AVAILABLE RECORDS section start

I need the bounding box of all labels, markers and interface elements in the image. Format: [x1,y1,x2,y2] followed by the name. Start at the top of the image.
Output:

AVAILABLE RECORDS section end
AVAILABLE RECORDS section start

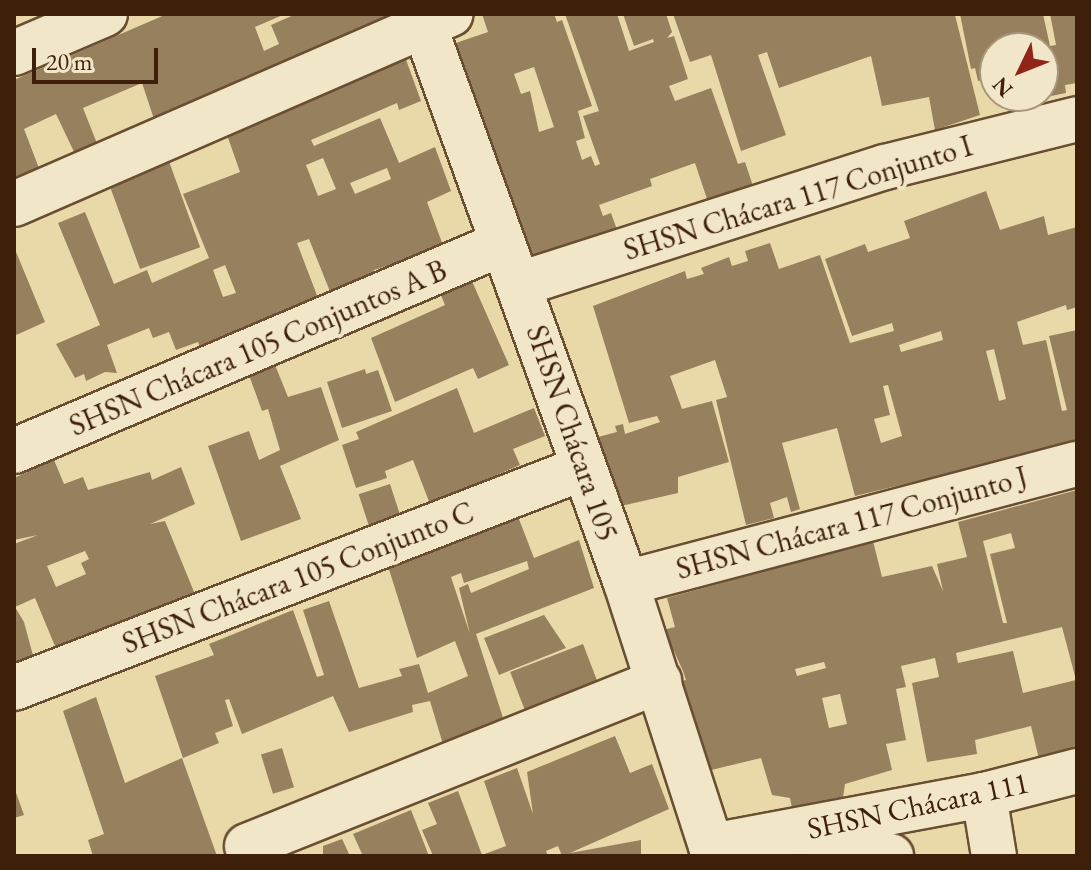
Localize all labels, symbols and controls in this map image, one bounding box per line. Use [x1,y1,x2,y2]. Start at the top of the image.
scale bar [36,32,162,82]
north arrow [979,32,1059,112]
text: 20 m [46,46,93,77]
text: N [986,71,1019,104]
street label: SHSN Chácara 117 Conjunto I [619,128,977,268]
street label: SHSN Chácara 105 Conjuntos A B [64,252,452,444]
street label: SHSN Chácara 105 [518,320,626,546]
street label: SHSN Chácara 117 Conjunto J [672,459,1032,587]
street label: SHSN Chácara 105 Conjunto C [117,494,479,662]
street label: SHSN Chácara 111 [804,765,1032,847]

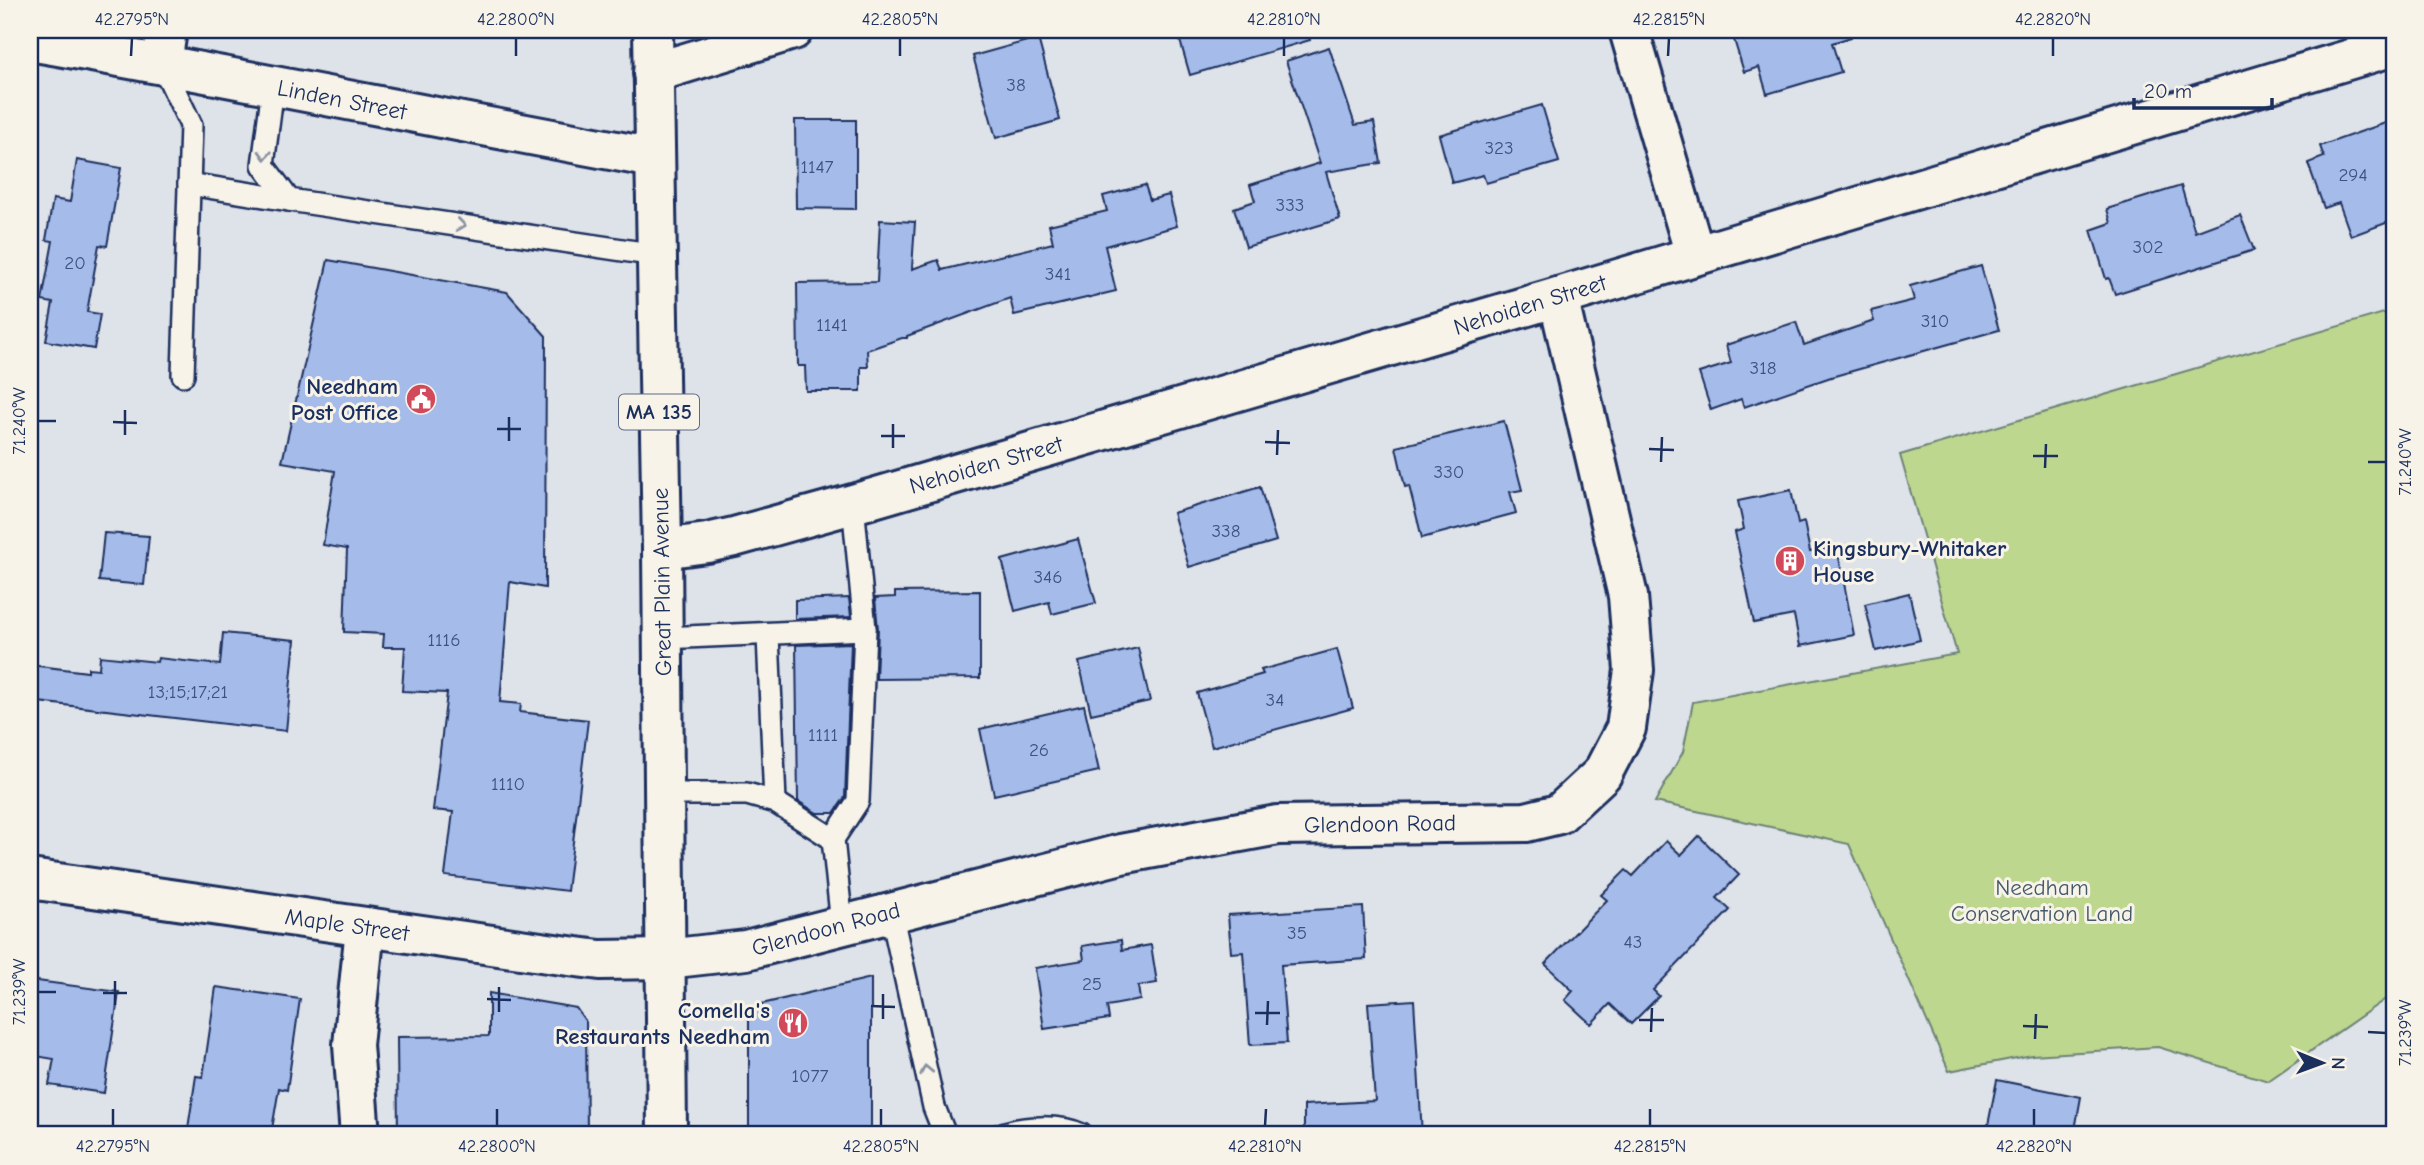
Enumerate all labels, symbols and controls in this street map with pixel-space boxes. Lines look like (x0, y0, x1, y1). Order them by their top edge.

AVAILABLE RECORDS section end

Take the lines above starting at the one containing "Localize all labels, symbols" and ending at the one containing "Enumerate all labels, symbols", and print them again exactly, without pictures.

Localize all labels, symbols and controls in this map image, one bounding box per line. Use [x1,y1,x2,y2]. Start at the top of the image.
scale bar [36,32,162,82]
north arrow [979,32,1059,112]
text: 20 m [46,46,93,77]
text: N [986,71,1019,104]
street label: SHSN Chácara 117 Conjunto I [619,128,977,268]
street label: SHSN Chácara 105 Conjuntos A B [64,252,452,444]
street label: SHSN Chácara 105 [518,320,626,546]
street label: SHSN Chácara 117 Conjunto J [672,459,1032,587]
street label: SHSN Chácara 105 Conjunto C [117,494,479,662]
street label: SHSN Chácara 111 [804,765,1032,847]

Enumerate all labels, symbols and controls in this street map with pixel-space boxes. Lines look like (x0, y0, x1, y1). Order them by their top edge.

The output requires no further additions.